So far as I’m aware, Leumann-Hofmann-Szantyr remains the “big” grammar of reference for Classical Latin, though it was already regarded as “conservative” even when the first volumes of the original edition were appearing in the 1960s. (For help with medieval texts, there’s Peter Stotz’s five-volume contribution to the same series, Handbuch zur lateinischen Sprache des Mittelalters.)

I hope this information may be of use.

Thanks, Billet, for posting this. Sometimes I find an old post on here and don’t reply, because the post is so old. But posting is the right thing to do.

Roby’s work looks great. Thank you thank you.

if u can read french then Ernout Thomas Syntaxe latine would be good otherwise check Oxford Latin Syntax in two huge volumes. I did not find them very useful though last time I referred to them

Once again, a web search has led me back to this thread, where, over a year after I posted a recommendation of Roby’s grammar, I discover the reply by @Constantinus Philo’s suggesting Ernout and Thomas’s Syntaxe latine (1951; rev. edn 1953; repr. 1964), which can be perused at the Internet Archive.
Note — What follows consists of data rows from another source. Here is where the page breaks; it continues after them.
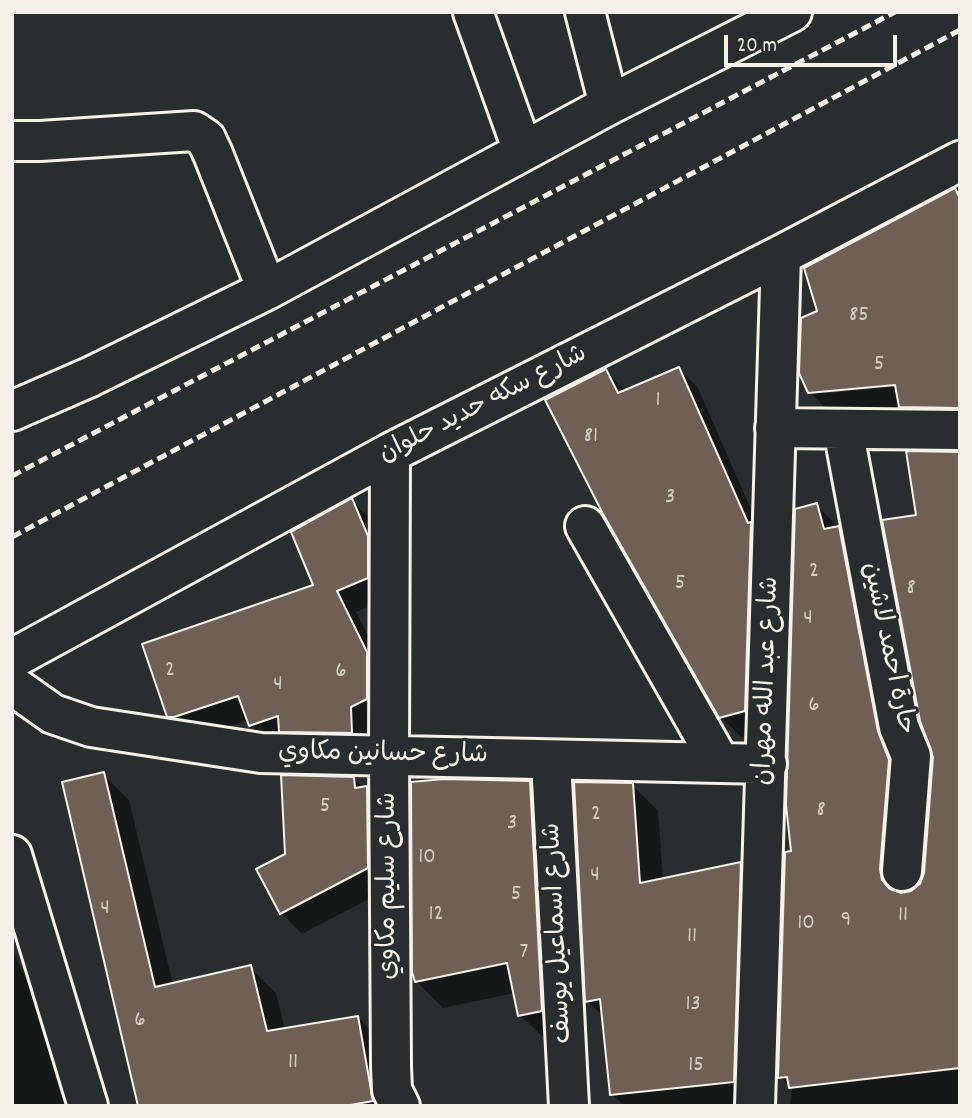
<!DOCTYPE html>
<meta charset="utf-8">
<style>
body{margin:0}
#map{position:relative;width:972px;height:1118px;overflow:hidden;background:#2a2d2e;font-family:Dekko,sans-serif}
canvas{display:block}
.frame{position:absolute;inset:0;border:14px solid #f4f1e8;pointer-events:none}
.scale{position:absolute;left:724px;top:35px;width:173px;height:32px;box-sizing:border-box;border:4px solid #f4f1e8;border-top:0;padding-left:9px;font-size:21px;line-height:24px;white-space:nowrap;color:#f4f1e8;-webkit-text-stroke:5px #2a2d2e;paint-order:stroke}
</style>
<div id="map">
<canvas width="972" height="1118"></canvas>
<div class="frame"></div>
<div class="scale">20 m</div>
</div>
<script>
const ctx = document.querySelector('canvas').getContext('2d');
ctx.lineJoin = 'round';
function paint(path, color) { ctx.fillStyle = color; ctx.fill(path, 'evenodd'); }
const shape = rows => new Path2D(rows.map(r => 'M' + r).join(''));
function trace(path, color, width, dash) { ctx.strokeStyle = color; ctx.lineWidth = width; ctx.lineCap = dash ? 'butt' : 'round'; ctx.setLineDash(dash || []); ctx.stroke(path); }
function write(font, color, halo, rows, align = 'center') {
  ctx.font = font + ' Dekko,"Playpen Sans Arabic",sans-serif'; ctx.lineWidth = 6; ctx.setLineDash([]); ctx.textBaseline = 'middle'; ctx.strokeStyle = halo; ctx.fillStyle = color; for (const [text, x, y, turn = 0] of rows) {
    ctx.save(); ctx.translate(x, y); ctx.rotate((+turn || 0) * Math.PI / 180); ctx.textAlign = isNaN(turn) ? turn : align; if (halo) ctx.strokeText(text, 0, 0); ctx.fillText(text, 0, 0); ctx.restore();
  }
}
paint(shape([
 [960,188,960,434,836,419,810,392,819,312,806,269],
 [904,382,904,386,826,393,826,390],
 [679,369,698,388,763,537,764,730,741,737,721,717,606,371,626,391],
 [960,454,960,1106,790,1106,792,1089,780,1077,816,505,843,531,915,788,906,894,912,893,921,885,926,873,935,757,918,516],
 [352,501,373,521,388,599,356,612,388,674,373,753,271,746,250,725,248,720,195,738,190,737,169,716,315,586],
 [103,774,129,800,173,985,250,967,276,993,285,1030,358,1017,383,1043,394,1106,140,1106],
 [354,779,388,809,388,889,302,934,281,913],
 [529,782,556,809,547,1041,520,1015,515,993,443,1008,416,981],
 [632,785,658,811,663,880,740,864,766,889,759,1106,624,1106,612,1094,604,1017,587,1001],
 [12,950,25,976,74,1106,12,1106]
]), '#0007');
const building = shape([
 [955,188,960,199,960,408,899,407,895,385,808,393,799,373,801,318,817,311,804,268,955,188],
 [679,367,748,523,751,522,745,711,719,718,603,514,545,400,606,369,618,393,679,367],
 [906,451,960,452,960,1068,789,1088,787,1077,778,1078,785,852,791,851,786,805,795,509,817,503,824,529,839,526,878,731,889,760,880,869,882,880,890,889,901,893,911,891,920,884,924,873,933,757,920,721,882,520,916,515,906,451],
 [352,498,368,536,368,578,337,591,367,652,367,699,351,707,352,733,279,732,278,716,249,726,238,696,174,717,167,717,142,644,313,585,291,532,352,498],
 [104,772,155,987,251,965,267,1031,358,1016,373,1101,345,1106,138,1106,62,782,104,772],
 [281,775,354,777,355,788,367,786,368,868,280,914,256,869,285,854,281,775],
 [444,779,530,781,542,1011,518,1016,507,963,415,982,412,972,411,782,444,779],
 [574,782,633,783,640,883,741,862,734,1082,610,1095,600,999,585,1002,574,782]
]);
paint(building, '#6f6056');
trace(building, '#f4f1e8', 2);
const minor = shape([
 [473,12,523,151],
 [585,12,609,105],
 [12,141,40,141,194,131,206,139,213,154,267,290],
 [12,411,90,377,267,290,609,105,792,12],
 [775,428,960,430],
 [843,429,899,727,911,756,902,871],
 [390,453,389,756,391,1066,392,1090,400,1106],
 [585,526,720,763],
 [12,659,390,453,781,255,960,161],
 [12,685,53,714,91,727,261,753,767,764],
 [551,760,569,1106],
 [12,855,88,1106],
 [755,1106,781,255]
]);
trace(minor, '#f4f1e8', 44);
trace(minor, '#2a2d2e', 38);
trace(shape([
 [12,476,895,12],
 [12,537,960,30]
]), '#f4f1e8', 5, [10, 5]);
write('23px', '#d3cdc4', null, [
 ["85",859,317],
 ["5",879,366],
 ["1",658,402],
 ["81",591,438],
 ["3",670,499],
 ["2",814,573],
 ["5",680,585],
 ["8",911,590],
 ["4",808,620],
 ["2",170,672],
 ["6",341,673],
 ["4",278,686],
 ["6",814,707],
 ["5",325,808],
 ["8",821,812],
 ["2",596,816],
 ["3",512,825],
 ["10",427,859],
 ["4",595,877],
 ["5",516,896],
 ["4",105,910],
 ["12",436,916],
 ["11",903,917],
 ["9",846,922],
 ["10",806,925],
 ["11",692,938],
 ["7",524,954],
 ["13",693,1006],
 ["6",140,1022],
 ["11",293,1064],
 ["15",696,1067]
]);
write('26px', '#f4f1e8', '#2a2d2e', [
 ["شارع سكه حديد حلوان",484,406,-27],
 ["حارة احمد لاشين",886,649,78],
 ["شارع عبد الله مهران",769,681,-88],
 ["شارع حسانين مكاوي",383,756,1],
 ["شارع سليم مكاوي",390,886,-90],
 ["شارع اسماعيل يوسف",560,933,-93]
]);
</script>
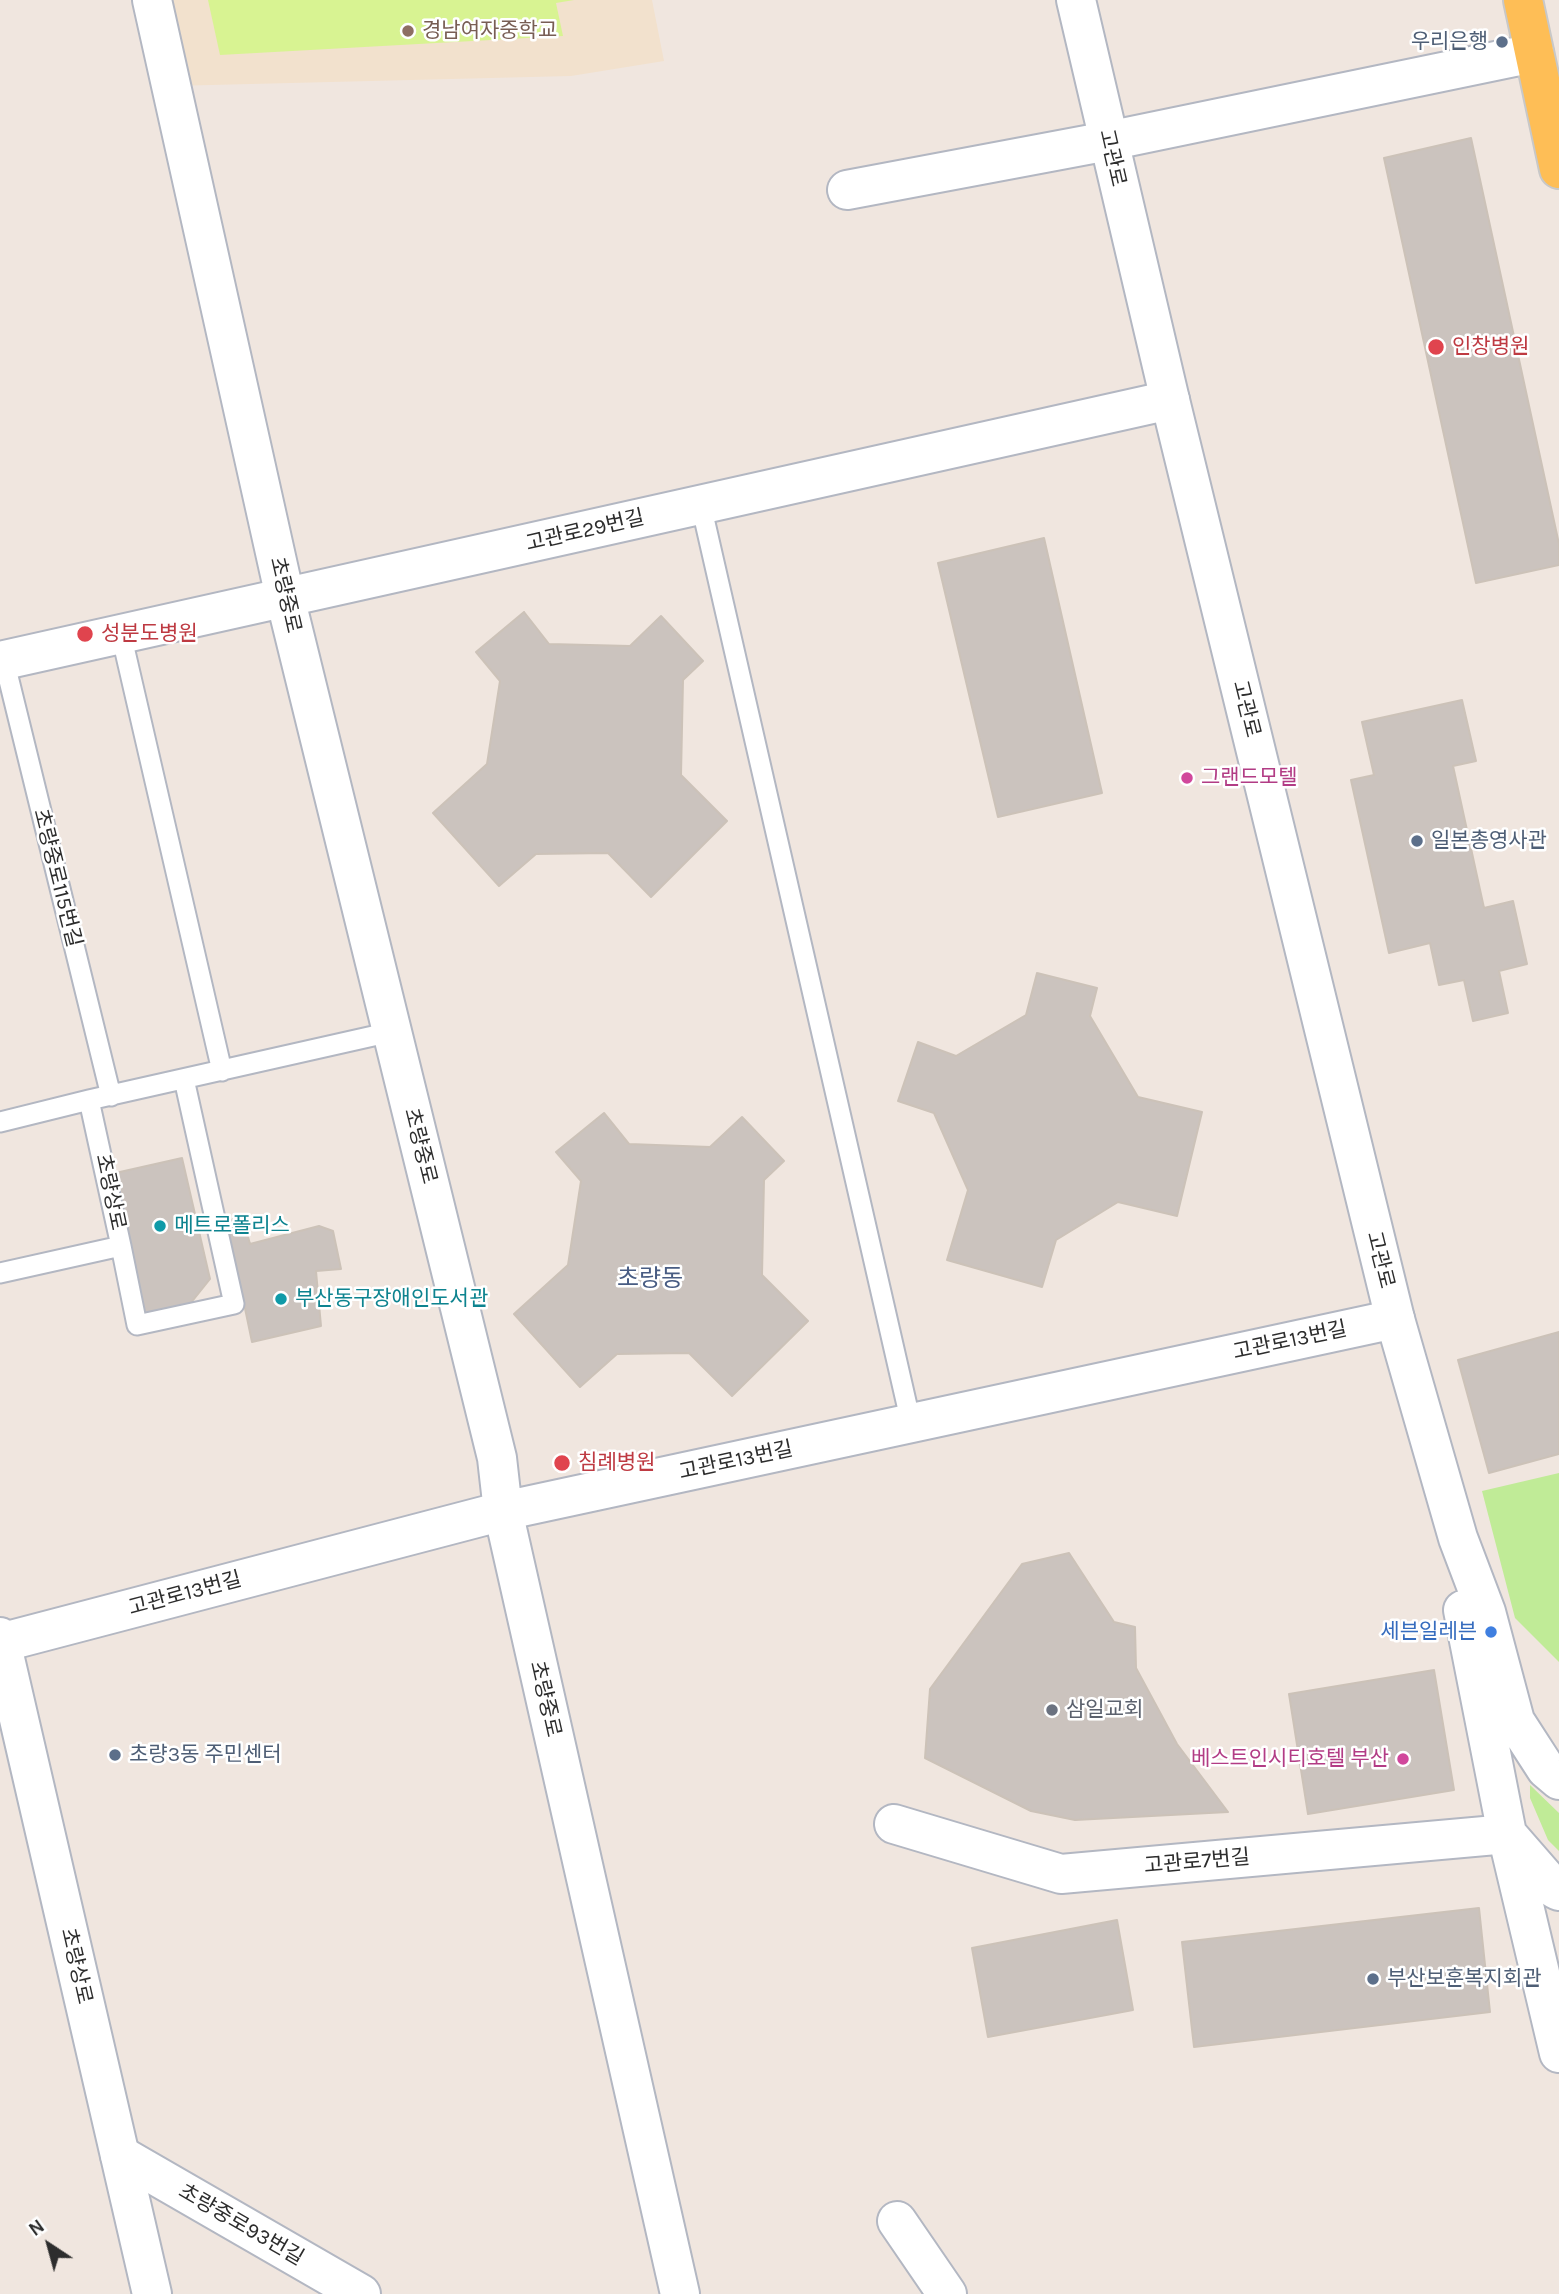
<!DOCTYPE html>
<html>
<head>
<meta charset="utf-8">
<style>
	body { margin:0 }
	#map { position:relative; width:1559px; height:2294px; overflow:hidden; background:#f0e6df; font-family:Karla,sans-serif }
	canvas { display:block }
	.north { position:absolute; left:14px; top:2210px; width:70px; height:70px; -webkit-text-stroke:5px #fff; paint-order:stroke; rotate:324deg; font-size:19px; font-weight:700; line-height:28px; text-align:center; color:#2d2d2d }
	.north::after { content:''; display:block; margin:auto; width:24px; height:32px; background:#2d2d2d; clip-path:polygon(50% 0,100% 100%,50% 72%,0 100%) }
</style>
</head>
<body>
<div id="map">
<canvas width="1559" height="2294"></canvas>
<div class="north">N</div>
</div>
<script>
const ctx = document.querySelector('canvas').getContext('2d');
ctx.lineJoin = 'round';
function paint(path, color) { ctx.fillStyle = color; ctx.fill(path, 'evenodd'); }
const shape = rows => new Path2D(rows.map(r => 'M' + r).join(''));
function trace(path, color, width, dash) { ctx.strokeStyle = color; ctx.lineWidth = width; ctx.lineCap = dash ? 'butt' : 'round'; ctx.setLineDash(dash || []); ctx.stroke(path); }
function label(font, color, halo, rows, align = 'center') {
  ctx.font = font + ' Karla,"Noto Sans KR",sans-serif'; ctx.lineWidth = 5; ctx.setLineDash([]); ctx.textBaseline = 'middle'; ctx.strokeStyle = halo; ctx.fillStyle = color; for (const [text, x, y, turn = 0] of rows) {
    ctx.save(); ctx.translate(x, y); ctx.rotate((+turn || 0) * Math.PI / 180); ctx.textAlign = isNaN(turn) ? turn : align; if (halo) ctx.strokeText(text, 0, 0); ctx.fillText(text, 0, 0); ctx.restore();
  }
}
const education = shape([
	[150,0,652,0,664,61,571,76,171,86]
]);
const green = shape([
	[1559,1473,1559,1662,1515,1618,1482,1491],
	[1530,1785,1559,1813,1559,1851,1548,1840,1530,1798]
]);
const pitch = shape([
	[208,0,574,0,556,3,563,36,220,55]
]);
const building = shape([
	[1471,138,1559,544,1559,565,1476,583,1384,158,1471,138],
	[1044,538,1102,793,998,817,938,563,1044,538],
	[524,612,549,644,630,646,661,616,703,661,683,680,681,775,727,821,651,897,608,853,536,854,499,886,433,813,487,764,500,681,476,652,524,612],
	[1462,700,1476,761,1453,766,1484,908,1513,901,1527,964,1499,971,1508,1013,1473,1021,1464,980,1439,985,1430,943,1389,953,1351,780,1374,775,1362,722,1462,700],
	[1037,973,1097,988,1090,1016,1138,1097,1202,1112,1177,1216,1118,1202,1056,1240,1042,1287,947,1260,968,1190,934,1113,898,1101,918,1042,956,1056,1026,1015,1037,973],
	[604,1113,629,1144,710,1147,742,1117,784,1161,764,1180,762,1275,808,1321,732,1396,689,1353,617,1354,580,1387,514,1314,568,1265,581,1181,556,1152,604,1113],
	[182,1158,210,1279,186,1309,144,1318,111,1174,182,1158],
	[242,1215,250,1244,319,1226,333,1231,341,1269,316,1271,321,1326,252,1342,227,1222,242,1215],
	[1559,1332,1559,1454,1489,1473,1458,1360,1559,1332],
	[1069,1553,1114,1622,1135,1627,1136,1668,1177,1744,1228,1812,1075,1820,1031,1811,925,1758,930,1689,1022,1564,1069,1553],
	[1434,1670,1454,1790,1308,1814,1289,1694,1434,1670],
	[1479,1908,1490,2012,1194,2047,1182,1942,1479,1908],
	[1117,1920,1133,2010,988,2037,972,1948,1117,1920]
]);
const service = shape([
	[701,505,911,1423],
	[121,634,222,1071],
	[4,660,111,1096],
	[0,1122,89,1100,391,1032],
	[121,1246,137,1325,234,1304,184,1079],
	[0,1273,121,1246,89,1100]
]);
const minor = shape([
	[152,0,285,597,497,1458,503,1511,680,2294],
	[847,190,1108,141,1534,53],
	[0,661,1170,400],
	[0,1643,503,1511,1395,1319],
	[894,1824,1061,1874,1507,1834,1559,2053],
	[120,2155,361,2294],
	[897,2221,947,2294]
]);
const tertiary = shape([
	[0,1637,152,2294]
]);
const secondary = shape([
	[1076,0,1170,400,1395,1319,1458,1538,1486,1612,1515,1721,1546,1769,1559,1780],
	[1463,1610,1507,1834,1555,1889,1559,1891]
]);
const primary = shape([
	[1523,0,1559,169]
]);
const markers = [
	[408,31,7,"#8d6e63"],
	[1502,42,7,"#5c6f8a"],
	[1436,347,9,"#e0444e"],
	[85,634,9,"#e0444e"],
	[1187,778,7,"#d1479c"],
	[1417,841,7,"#5c6f8a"],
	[160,1226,7,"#0f9aa8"],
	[281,1299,7,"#0f9aa8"],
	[562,1463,9,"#e0444e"],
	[1491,1632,7,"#3f7fe0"],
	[1052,1710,7,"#6b7280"],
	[115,1755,7,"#5c6f8a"],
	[1403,1759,7,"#d1479c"],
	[1373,1979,7,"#5c6f8a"]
];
const educationNames = [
	["경남여자중학교",422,31]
];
const serviceNames = [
	["우리은행",1488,42,"right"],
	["일본총영사관",1431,841],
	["초량3동 주민센터",129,1755],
	["부산보훈복지회관",1387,1979]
];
const streetNames = [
	["고관로",1112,158,77],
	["고관로29번길",585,531,-13],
	["초량중로",285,595,77],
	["고관로",1246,709,76],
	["초량중로115번길",57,878,76],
	["초량중로",420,1146,76],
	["초량상로",110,1192,78],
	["고관로",1380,1260,76],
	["고관로13번길",1290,1341,-12],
	["고관로13번길",736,1461,-12],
	["고관로13번길",185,1594,-15],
	["초량중로",545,1699,77],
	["고관로7번길",1197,1862,-5],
	["초량상로",76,1966,77],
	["초량중로93번길",241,2225,30]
];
const healthNames = [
	["인창병원",1452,347],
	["성분도병원",101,634],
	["침례병원",578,1463]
];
const hotelNames = [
	["그랜드모텔",1201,778],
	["베스트인시티호텔 부산",1389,1759,"right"]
];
const cultureNames = [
	["메트로폴리스",174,1226],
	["부산동구장애인도서관",295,1299]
];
const shopNames = [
	["세븐일레븐",1477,1632]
];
const worshipNames = [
	["삼일교회",1066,1710]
];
const quarterNames = [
	["초량동",650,1279]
];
paint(education, '#f2e1cd');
paint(green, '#c0eb97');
paint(pitch, '#d8f392');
paint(building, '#cbc3be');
trace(building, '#ccc2b8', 2);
trace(service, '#b3b7c2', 23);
trace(minor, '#b3b7c2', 42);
trace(tertiary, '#b3b7c2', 42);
trace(secondary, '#b3b7c2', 42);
trace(primary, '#c8c8c8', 42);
trace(service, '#fff', 19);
trace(minor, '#fff', 38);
trace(tertiary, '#fff', 38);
trace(secondary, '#fff', 38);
trace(primary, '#febe56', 38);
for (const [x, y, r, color] of markers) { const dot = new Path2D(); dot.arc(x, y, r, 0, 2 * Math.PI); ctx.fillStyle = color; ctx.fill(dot); trace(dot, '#fff', 2.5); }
label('21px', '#785e54', '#fff', educationNames, 'left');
label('21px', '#4e5e75', '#fff', serviceNames, 'left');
label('21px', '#2d2d2d', '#fff', streetNames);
label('21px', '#be3a42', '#fff', healthNames, 'left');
label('21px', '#b23c85', '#fff', hotelNames, 'left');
label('21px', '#0d838f', '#fff', cultureNames, 'left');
label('21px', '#366cbe', '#fff', shopNames, 'right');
label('21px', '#5b616d', '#fff', worshipNames, 'left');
label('24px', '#485c83', '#fff', quarterNames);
</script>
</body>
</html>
Thanks very much indeed! It looks excellent.

For my part, I’ll add that I’ve recently been looking into a one-volume grammar by George M. Lane (1823–97), who was Professor of Latin at Harvard. His A Latin Grammar for Schools and Colleges was nearly complete at his death and was edited for publication by his Harvard colleague and former pupil Morris H. Morgan (1898; rev edn, New York: American Book Company, 1903). A good scan of a copy in the Cornell library can be consulted at Hathi Trust.

I found out about this work through a “master list” of Latin resources compiled by a contributor to the Latin Language sub at Reddit (r/latin) with the handle @Unbrutal_Russian. He endorses it in the following words:

surprisingly descriptive, elaborate and abounding with examples for what it claims to be. Easiest to navigate (check the index) - my personal recommendation.